The Court held, that the words in quotations were used only to limit the power, for example, in cases governed by the proviso to section 56 (Dalal J.). King J. hinted that these words might refer to the "rules of procedure and appeal laid down in the Act itself". Further, they doubtless refer to the special rules laid down in sections 51 to 55 of the Provincial Act "meaning that the court should follow those rules whenever they are applicable. They may also refer to section 81 under which the State Government could bar the application of many provisions of the Act.

They might also refer to section 56(3)." This majority interpretation is not in conflict with (ii) above, and cites an illustration of a Madras case relating to section 5611. However, the dissenting judgment of Sen J., illustrates the difficulties which were felt by the Court. According to him, the opening words of section 4 have been deliberately used by the Legislature to indicate and define the extent of the jurisdiction intended to be conferred on the insolvency court. "The quoted words", he said, "ought to be construed in their natural and grammatical sense and ought not to be narrowed down to a mere right of appeal".
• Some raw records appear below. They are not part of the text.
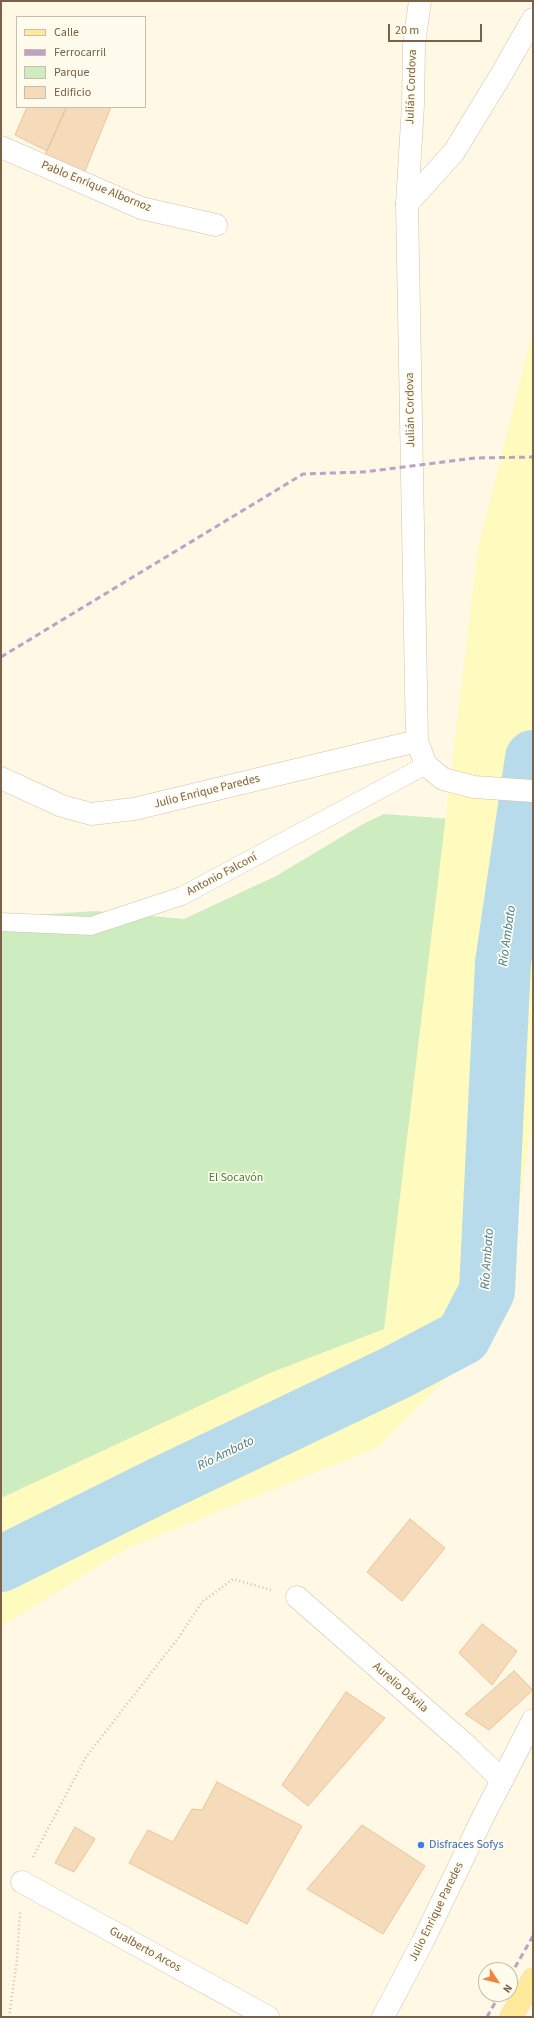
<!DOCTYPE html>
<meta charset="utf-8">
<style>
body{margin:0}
#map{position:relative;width:534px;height:2018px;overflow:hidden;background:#fef8e5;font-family:"Source Sans 3",sans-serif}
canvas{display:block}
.frame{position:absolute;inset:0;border:2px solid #7a6147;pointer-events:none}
.legend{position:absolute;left:16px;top:16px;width:130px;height:92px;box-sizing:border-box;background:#fffbed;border:1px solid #cabdab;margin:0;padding:5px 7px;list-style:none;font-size:12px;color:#7a6147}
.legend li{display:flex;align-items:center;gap:8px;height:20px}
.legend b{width:20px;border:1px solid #cabdab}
.north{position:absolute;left:478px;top:1962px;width:40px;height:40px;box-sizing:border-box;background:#fffbed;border:1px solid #cabdab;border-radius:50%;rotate:125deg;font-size:11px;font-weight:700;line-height:16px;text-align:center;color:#7a6147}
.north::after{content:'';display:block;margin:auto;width:14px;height:18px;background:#f3823f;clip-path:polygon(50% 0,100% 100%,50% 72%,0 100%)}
.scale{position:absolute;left:388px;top:24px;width:94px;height:18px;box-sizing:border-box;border:2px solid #7a6147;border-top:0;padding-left:5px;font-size:12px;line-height:14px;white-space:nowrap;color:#7a6147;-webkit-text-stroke:3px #fffbed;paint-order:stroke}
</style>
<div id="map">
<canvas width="534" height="2018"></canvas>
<div class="frame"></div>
<ul class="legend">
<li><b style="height:5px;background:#ffe99b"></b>Calle</li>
<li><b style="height:5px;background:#bda1c9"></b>Ferrocarril</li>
<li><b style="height:11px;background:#cdedc1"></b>Parque</li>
<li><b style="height:11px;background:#f6dbba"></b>Edificio</li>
</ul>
<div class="north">N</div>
<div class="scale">20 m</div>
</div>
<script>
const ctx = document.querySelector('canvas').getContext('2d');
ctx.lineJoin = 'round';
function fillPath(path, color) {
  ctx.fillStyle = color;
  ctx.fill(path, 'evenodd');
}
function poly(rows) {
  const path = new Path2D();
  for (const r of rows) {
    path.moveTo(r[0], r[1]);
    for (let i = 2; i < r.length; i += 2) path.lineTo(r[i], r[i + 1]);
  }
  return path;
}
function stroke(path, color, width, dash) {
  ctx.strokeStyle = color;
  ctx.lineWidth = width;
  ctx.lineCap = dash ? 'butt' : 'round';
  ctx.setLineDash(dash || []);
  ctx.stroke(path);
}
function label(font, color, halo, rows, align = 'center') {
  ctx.font = font + ' "Source Sans 3",sans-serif';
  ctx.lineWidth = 3.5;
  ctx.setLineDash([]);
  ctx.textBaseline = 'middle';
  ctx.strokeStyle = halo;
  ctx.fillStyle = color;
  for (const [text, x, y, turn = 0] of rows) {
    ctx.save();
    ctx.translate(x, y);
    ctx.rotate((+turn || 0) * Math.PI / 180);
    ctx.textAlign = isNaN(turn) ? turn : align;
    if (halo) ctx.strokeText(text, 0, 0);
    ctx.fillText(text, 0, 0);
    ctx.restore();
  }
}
fillPath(poly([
 [384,814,492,822,471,1284,1,1554,1,917,96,911,184,919,276,876,363,824]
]), '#cdedc1');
fillPath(poly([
 [533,330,533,1113,503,1319,378,1447,125,1549,1,1627,1,1498,270,1373,384,1329,478,549]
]), '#fffabe');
stroke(poly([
 [1,1564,162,1484,397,1372,463,1337,487,1291,503,963,533,758]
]), '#b7dbea', 56);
const building = poly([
 [27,107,66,107,47,151,15,135,27,107],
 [67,107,111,107,83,176,44,157,67,107],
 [410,1519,445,1548,402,1601,367,1572,410,1519],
 [482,1624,517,1651,492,1685,459,1653,482,1624],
 [514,1671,533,1690,489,1730,465,1714,514,1671],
 [346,1692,385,1718,308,1806,282,1785,346,1692],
 [217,1782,302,1826,247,1924,129,1863,148,1830,173,1842,192,1809,202,1810,217,1782],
 [362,1825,425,1866,383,1934,307,1889,362,1825],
 [75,1827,95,1839,74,1872,55,1863,75,1827]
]);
fillPath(building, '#f6dbba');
stroke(building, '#eac498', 1);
const lane = poly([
 [1,922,91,926,182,896,426,765]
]);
const street = poly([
 [1,147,141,208,216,225],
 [407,204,454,152,501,75,533,19],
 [297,1597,466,1745,502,1780],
 [22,1882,268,2017]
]);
const secondary = poly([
 [420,1,414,44,413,105,407,204,417,741,426,765,443,779,474,787,533,791],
 [1,778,62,806,91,814,134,809,417,741],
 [383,2017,422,1943,483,1817,533,1720]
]);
const primary = poly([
 [511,2017,533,1979]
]);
stroke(lane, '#d1c1a9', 19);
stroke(street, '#d1c1a9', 23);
stroke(secondary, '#d5c2a6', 23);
stroke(primary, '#dfd9d3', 23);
stroke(poly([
 [33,1857,86,1757,179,1637,202,1602,233,1579,271,1590],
 [9,2017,17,1960,20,1912]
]), '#dcbe9c', 2.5, [1, 3]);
stroke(lane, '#fff', 18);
stroke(street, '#fff', 22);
stroke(secondary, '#fff', 22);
stroke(primary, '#ffe99b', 22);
stroke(poly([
 [1,657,303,474,363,472,475,458,533,457],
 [510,1976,533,1936],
 [487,2017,500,1994]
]), '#bda1c9', 3, [6, 4]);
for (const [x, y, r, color] of [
 [421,1845,4,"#3f7fe0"]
]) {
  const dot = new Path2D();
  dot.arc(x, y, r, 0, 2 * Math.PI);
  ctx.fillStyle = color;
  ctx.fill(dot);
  stroke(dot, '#fffbed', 1.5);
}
label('12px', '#7a6147', '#fffbed', [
 ["Julián Cordova",412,87,-88],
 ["Pablo Enrique Albornoz",96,187,22],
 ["Julián Cordova",411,410,-91],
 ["Julio Enrique Paredes",207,792,-14],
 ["Antonio Falconí",222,875,-28],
 ["Aurelio Dávila",400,1688,41],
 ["Julio Enrique Paredes",437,1912,-64],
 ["Gualberto Arcos",145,1950,29]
]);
label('12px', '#47813e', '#fffbed', [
 ["El Socavón",236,1178]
]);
label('12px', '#366cbe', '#fffbed', [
 ["Disfraces Sofys",429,1845]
], 'left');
label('italic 13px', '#417b97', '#fffbed', [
 ["Río Ambato",508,936,-82],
 ["Río Ambato",488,1259,-86],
 ["Río Ambato",226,1454,-26]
]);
</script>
(iv) A fourth interpretation is that placed in a case decided by the Patna High Court12. The question there involved was whether, regarding benami and fictitious transfers effected more than two years before the insolvency, the insolvency court had jurisdiction. The answer given by the Court was in the affirmative. According to the Court, "section 4 is controlled by section 53 only in respect of transfers made by the insolvents". Section 53 deals with a real transfer whereby title had passed to the transferee. Since the transactions in issue were alleged to be no transfers at all, section 53 had no application. The contention that the words in quotations indicated that the Court was bound by the limitations imposed by section 53 was rejected as not sound.
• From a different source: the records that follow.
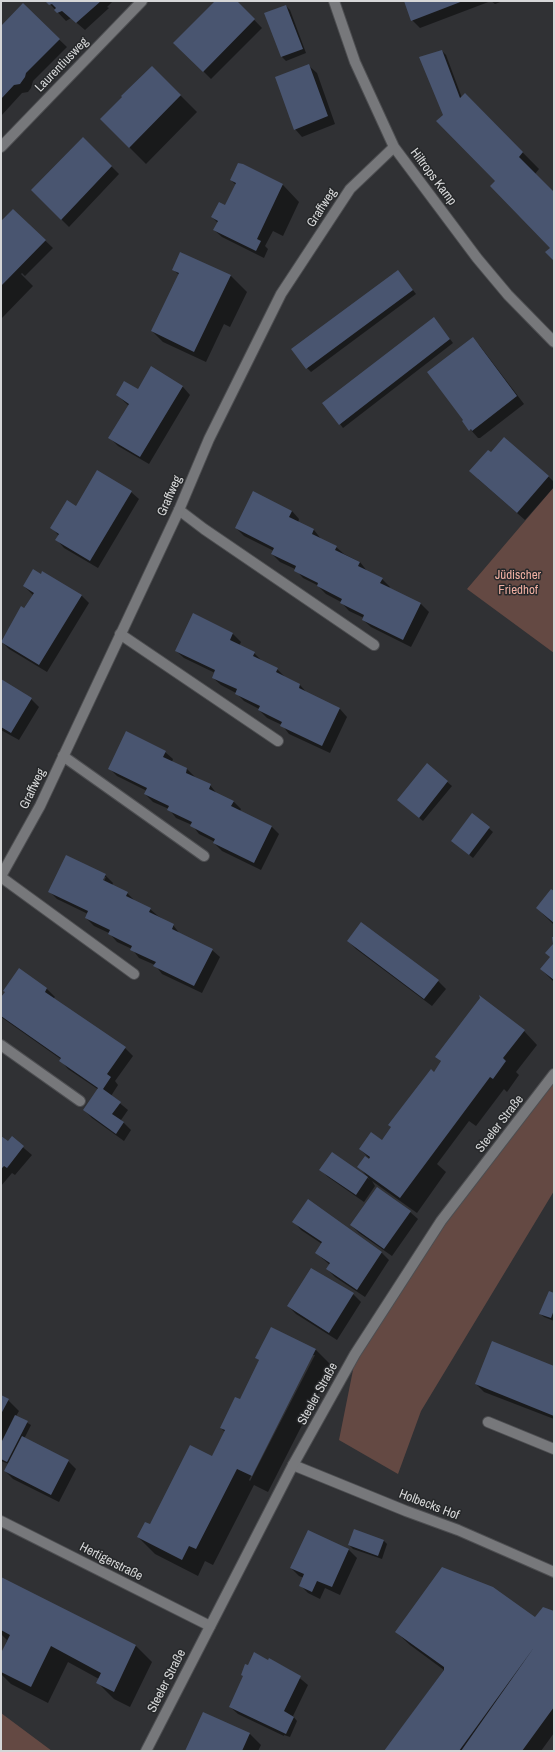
<!DOCTYPE html>
<meta charset="utf-8">
<style>
body{margin:0}
#map{position:relative;width:555px;height:1752px;overflow:hidden;background:#303134;font-family:"Archivo Narrow",sans-serif}
canvas{display:block}
.frame{position:absolute;inset:0;border:2px solid #d6d7d8;pointer-events:none}
</style>
<div id="map">
<canvas width="555" height="1752"></canvas>
<div class="frame"></div>
</div>
<script>
const ctx = document.querySelector('canvas').getContext('2d');
ctx.lineJoin = 'round';
function fill(path, color) { ctx.fillStyle = color; ctx.fill(path, 'evenodd'); }
const toPath = rows => new Path2D(rows.map(r => 'M' + r).join(''));
function trace(path, color, width, dash) { ctx.strokeStyle = color; ctx.lineWidth = width; ctx.lineCap = dash ? 'butt' : 'round'; ctx.setLineDash(dash || []); ctx.stroke(path); }
function label(font, color, halo, rows, align = 'center') {
  ctx.font = font + ' "Archivo Narrow",sans-serif'; ctx.lineWidth = 3; ctx.setLineDash([]); ctx.textBaseline = 'middle'; ctx.strokeStyle = halo; ctx.fillStyle = color; for (const [text, x, y, turn = 0] of rows) {
    ctx.save(); ctx.translate(x, y); ctx.rotate((+turn || 0) * Math.PI / 180); ctx.textAlign = isNaN(turn) ? turn : align; if (halo) ctx.strokeText(text, 0, 0); ctx.fillText(text, 0, 0); ctx.restore();
  }
}
fill(toPath([
 [554,487,554,653,467,589],
 [554,1076,554,1191,421,1411,398,1474,339,1440,356,1355,439,1231],
 [1,1713,52,1751,1,1751]
]), '#644943');
fill(toPath([
 [47,1,113,1,107,7,109,8,85,30,71,18,66,21],
 [216,1,236,1,262,28,211,79,175,43],
 [405,1,491,1,420,28,412,20],
 [491,1,503,1,495,4],
 [23,5,67,47,33,81,31,88,28,92,22,93,1,116,1,28],
 [286,6,290,10,306,53,286,61,282,57,266,14],
 [442,51,446,55,462,98,465,94,539,169,535,174,554,193,554,259,552,248,444,115],
 [309,66,317,73,335,124,302,137,295,129],
 [152,67,197,112,146,164,101,119],
 [83,138,119,174,69,227,32,190],
 [242,165,283,185,299,202,283,236,273,231,265,246,268,249,264,258,222,237,214,230,218,223,212,217,226,207,236,185,231,180],
 [13,210,53,248,25,276,22,273,21,274,33,286,1,319,1,223],
 [180,253,231,276,247,292,230,327,224,324,206,362,163,342,152,331,179,275,173,269],
 [398,271,416,294,311,372,307,368],
 [437,322,453,343,343,428,340,424],
 [472,339,480,346,524,404,480,438,478,438,463,421],
 [151,367,183,387,190,395,149,464,118,446,110,438,129,406,117,395,138,390],
 [548,476,554,482,554,487,525,520,478,479],
 [131,492,139,499,98,568,64,548,57,540,59,536,52,528,76,507],
 [292,511,299,519,298,523,314,530,321,539,336,547,344,554,360,562,367,571,382,579,390,587,389,588,421,604,429,612,411,647,371,627,363,620,364,618,349,611,341,602,326,594,317,585,303,578,295,569,280,562,272,554,274,551,244,536,236,528],
 [24,586,81,595,89,603,47,672,9,649,1,641,33,595],
 [193,615,233,634,241,642,239,646,254,653,262,661,277,669,285,677,300,685,307,693,340,709,347,717,330,753,289,734,282,725,267,718,259,710,259,709,244,701,236,693,221,685,213,678,215,673,184,658,176,651],
 [1,680,31,699,39,707,19,740,1,730],
 [165,752,173,759,172,762,187,769,195,777,210,785,217,794,233,801,241,809,240,811,271,826,279,834,261,870,222,851,214,843,215,842,199,834,192,825,176,818,169,809,153,802,145,794,147,791,117,776,109,768],
 [427,765,452,786,423,821,398,800],
 [472,814,493,832,473,858,456,844],
 [105,875,113,883,112,886,127,893,135,901,150,909,158,916,173,925,180,934,212,950,220,957,202,993,162,974,155,965,139,958,132,949,117,942,109,933,94,926,86,918,88,914,57,899,49,891],
 [104,877,106,877,102,885],
 [554,892,554,925,537,908],
 [554,938,554,982,541,969,551,957],
 [348,941,438,981,446,989,432,1006,356,949],
 [19,970,47,989,55,997,53,999,125,1048,133,1056,115,1081,118,1085,111,1096,128,1110,121,1120,131,1130,124,1141,92,1118,84,1110,99,1090,68,1069,61,1061,62,1060,1,1017,1,999],
 [524,1031,537,1045,516,1072,519,1075,507,1092,504,1089,476,1126,469,1121,437,1164,446,1172,417,1213,372,1181,375,1186,364,1202,328,1177,321,1170,332,1153,370,1180,359,1167,371,1160,360,1149,382,1141,442,1062,437,1057],
 [1,1137,8,1143,12,1138,32,1155,15,1175,12,1173,1,1186],
 [308,1200,382,1253,389,1260,365,1297,335,1277,327,1269,330,1265,316,1253,322,1244,301,1230,294,1222],
 [410,1212,418,1219,392,1256,359,1233,351,1225],
 [311,1269,353,1294,361,1302,337,1340,296,1314,288,1306],
 [554,1294,554,1321,544,1317,540,1314],
 [272,1329,316,1350,332,1366,268,1492,254,1485,213,1565,205,1561,198,1576,155,1554,138,1537,213,1458,225,1432,221,1428,240,1400,260,1361,256,1358],
 [312,1355,315,1355,250,1481,249,1480],
 [554,1367,554,1419,484,1392,476,1384],
 [1,1396,8,1400,19,1411,16,1416,31,1425,24,1439,68,1461,76,1469,59,1502,13,1479,5,1471,9,1464,1,1461],
 [308,1532,349,1550,357,1558,340,1595,325,1588,320,1599,308,1593,300,1585,304,1578,299,1576,291,1568],
 [383,1540,387,1544,382,1559,353,1549,349,1545],
 [1,1578,136,1646,152,1662,130,1707,114,1699,97,1682,99,1679,68,1662,48,1703,11,1684,1,1674,1,1656,7,1640,1,1634],
 [554,1612,554,1733,541,1751,385,1751,444,1670,410,1645,396,1632,535,1619],
 [269,1659,290,1670,308,1685,293,1716,297,1721,290,1737,284,1735,284,1736,238,1714,230,1707,248,1666,268,1661],
 [250,1734,261,1745,258,1751,186,1751]
]), '#0007');
fill(toPath([
 [45,1,101,1,76,23,62,11,57,13,54,10,56,8,52,4,49,5],
 [215,1,237,1,255,19,203,72,173,43],
 [404,1,463,1,411,21],
 [23,3,60,39,26,73,25,77,20,84,14,85,1,99,1,26],
 [286,5,303,49,281,57,264,13],
 [442,50,460,98,465,93,523,152,519,157,554,192,554,261,545,252,550,248,490,186,495,181,436,121,443,115,419,57],
 [309,64,328,116,294,130,275,77],
 [152,66,181,95,129,148,100,119,122,97,121,96],
 [83,137,112,166,61,220,31,190],
 [238,163,243,164,283,184,257,239,261,241,256,251,213,230,218,221,211,217,219,202,225,205,236,183,230,180],
 [13,209,46,240,1,286,1,221],
 [180,252,231,275,194,352,151,331,179,273,172,270],
 [398,270,413,290,306,369,291,349],
 [434,317,450,339,339,425,322,403],
 [473,337,517,396,472,431,471,429,469,431,462,421,463,420,427,372],
 [151,366,183,386,140,457,108,438,129,404,116,395,124,381,138,389],
 [504,437,549,476,517,513,469,471,488,450,491,452],
 [97,470,132,491,90,561,55,540,59,534,50,528,67,500,76,506],
 [253,491,292,511,289,517,314,529,312,534,337,546,335,550,360,562,358,566,383,578,380,583,421,603,403,640,362,620,364,615,340,603,342,599,317,586,318,583,294,571,296,566,271,554,274,548,235,528],
 [33,569,41,574,42,571,82,595,39,665,1,642,21,606,24,608,34,593,23,586],
 [193,613,233,633,230,640,255,652,253,656,278,668,276,672,300,684,299,688,340,708,322,746,280,726,282,722,258,710,260,706,235,694,237,689,212,678,215,670,175,651],
 [1,679,32,698,11,733,1,727],
 [126,731,166,751,163,757,187,768,186,773,211,784,209,789,234,801,231,806,272,826,254,863,213,843,215,839,190,826,192,822,167,810,169,806,144,794,147,788,108,769],
 [427,763,448,781,419,818,397,800],
 [472,813,490,827,469,855,451,841],
 [66,855,106,874,103,880,128,892,126,896,151,908,149,912,174,924,172,929,213,949,194,986,153,966,156,962,130,950,132,946,108,934,110,930,85,918,88,911,48,892],
 [551,889,554,891,554,923,536,908],
 [361,922,439,980,424,999,347,941],
 [552,937,554,937,554,980,540,969,550,957,545,953,553,944],
 [19,968,47,988,45,992,126,1047,107,1074,111,1077,103,1089,121,1102,112,1114,124,1122,116,1134,83,1110,98,1088,59,1061,61,1058,1,1016,1,997,5,992,3,991],
 [479,995,525,1030,503,1058,506,1061,493,1079,490,1077,400,1198,357,1167,365,1156,369,1159,370,1157,359,1149,371,1132,382,1140,391,1127,388,1125,431,1069,434,1072,441,1061,435,1057,480,998],
 [1,1136,8,1141,12,1136,24,1146,7,1168,4,1166,1,1169],
 [332,1152,368,1177,356,1195,319,1170],
 [377,1187,411,1211,384,1249,350,1225],
 [308,1199,382,1252,357,1290,326,1269,330,1263,315,1253,322,1242,292,1222],
 [311,1268,354,1293,329,1333,287,1306],
 [549,1291,554,1293,554,1310,551,1318,539,1314],
 [271,1327,316,1349,252,1476,237,1469,196,1549,189,1546,182,1560,137,1537,145,1522,150,1524,190,1445,212,1456,225,1430,220,1428,235,1397,240,1399,259,1360,255,1358],
 [492,1341,554,1366,554,1416,475,1384],
 [1,1395,9,1399,1,1414],
 [15,1415,28,1421,7,1462,1,1459,1,1443],
 [22,1436,69,1460,51,1495,4,1471],
 [354,1529,384,1540,378,1556,348,1545],
 [308,1530,349,1549,332,1587,317,1581,312,1592,299,1586,304,1574,290,1568],
 [442,1567,493,1587,535,1617,543,1607,554,1611,554,1707,522,1751,461,1751,535,1646,459,1751,384,1751,444,1670,444,1667,395,1632],
 [1,1577,136,1645,114,1692,96,1683,101,1673,51,1646,31,1687,1,1672,1,1653,10,1635,1,1630],
 [254,1652,268,1660,269,1658,301,1676,284,1711,294,1717,286,1734,229,1707,243,1676,241,1675,245,1664,248,1665],
 [203,1712,250,1733,242,1751,185,1751]
]), '#495570');
const service = toPath([
 [179,510,204,529,374,645],
 [120,634,278,741],
 [63,756,204,856],
 [1,877,134,974],
 [1,1045,80,1101]
]);
const minor = toPath([
 [334,1,355,62,394,147,477,258,508,295,554,342],
 [1,147,142,1],
 [1,876,40,806,179,510,209,439,281,294,350,189,394,147],
 [488,1422,554,1449],
 [293,1465,406,1511,458,1530,554,1572],
 [1,1521,210,1626]
]);
const secondary = toPath([
 [146,1751,293,1465,355,1354,441,1221,554,1074]
]);
trace(service, '#4d4e51', 12);
trace(minor, '#4d4e51', 12);
trace(secondary, '#4d4e51', 12);
trace(service, '#77787b', 10);
trace(minor, '#77787b', 10);
trace(secondary, '#77787b', 10);
label('13px', '#d6d7d8', '#26282a', [
 ["Laurentiusweg",62,65,-46],
 ["Hiltrops Kamp",433,177,53],
 ["Graffweg",322,208,-57],
 ["Graffweg",170,496,-66],
 ["Graffweg",33,789,-64],
 ["Steeler Straße",500,1124,-52],
 ["Steeler Straße",318,1394,-61],
 ["Holbecks Hof",429,1505,21],
 ["Hertigerstraße",111,1562,27],
 ["Steeler Straße",167,1681,-63]
]);
label('13px', '#eeaea1', '#26282a', [
 ["Jüdischer",518,576],
 ["Friedhof",518,591]
]);
</script>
(Compare the Bombay case on the subject13, which decides that a second appeal does not lie against an appellate order setting aside an adjudication, as such an order is not one under section 4.)

To state the matter more clearly, as laid down in a Nagpur case14, if sections 53 and 54 of the Insolvency Act are to be taken advantage of, the rule of two years or three months will apply. If they are not to be taken advantage of, then, though the remedies can be pursued under the ordinary law, still they can be pursued in the Insolvency Court also (the Insolvency Court, of course, having power to refer the parties to a civil suit on the ground of expediency).

As regards the words "subject to", etc., the court pointed out, that "section 4 travels much wider than the small class of litigation which centres round fraudulent transfers, and so does the Provincial Insolvency Act. All that these words mean is that where the Act otherwise provides the Insolvency Court is not to act as a civil court. For example, attachment of the insolvent's property is not necessary. It all vests in the receiver or the Court automatically So also as regards appeals and revisions. And so forth."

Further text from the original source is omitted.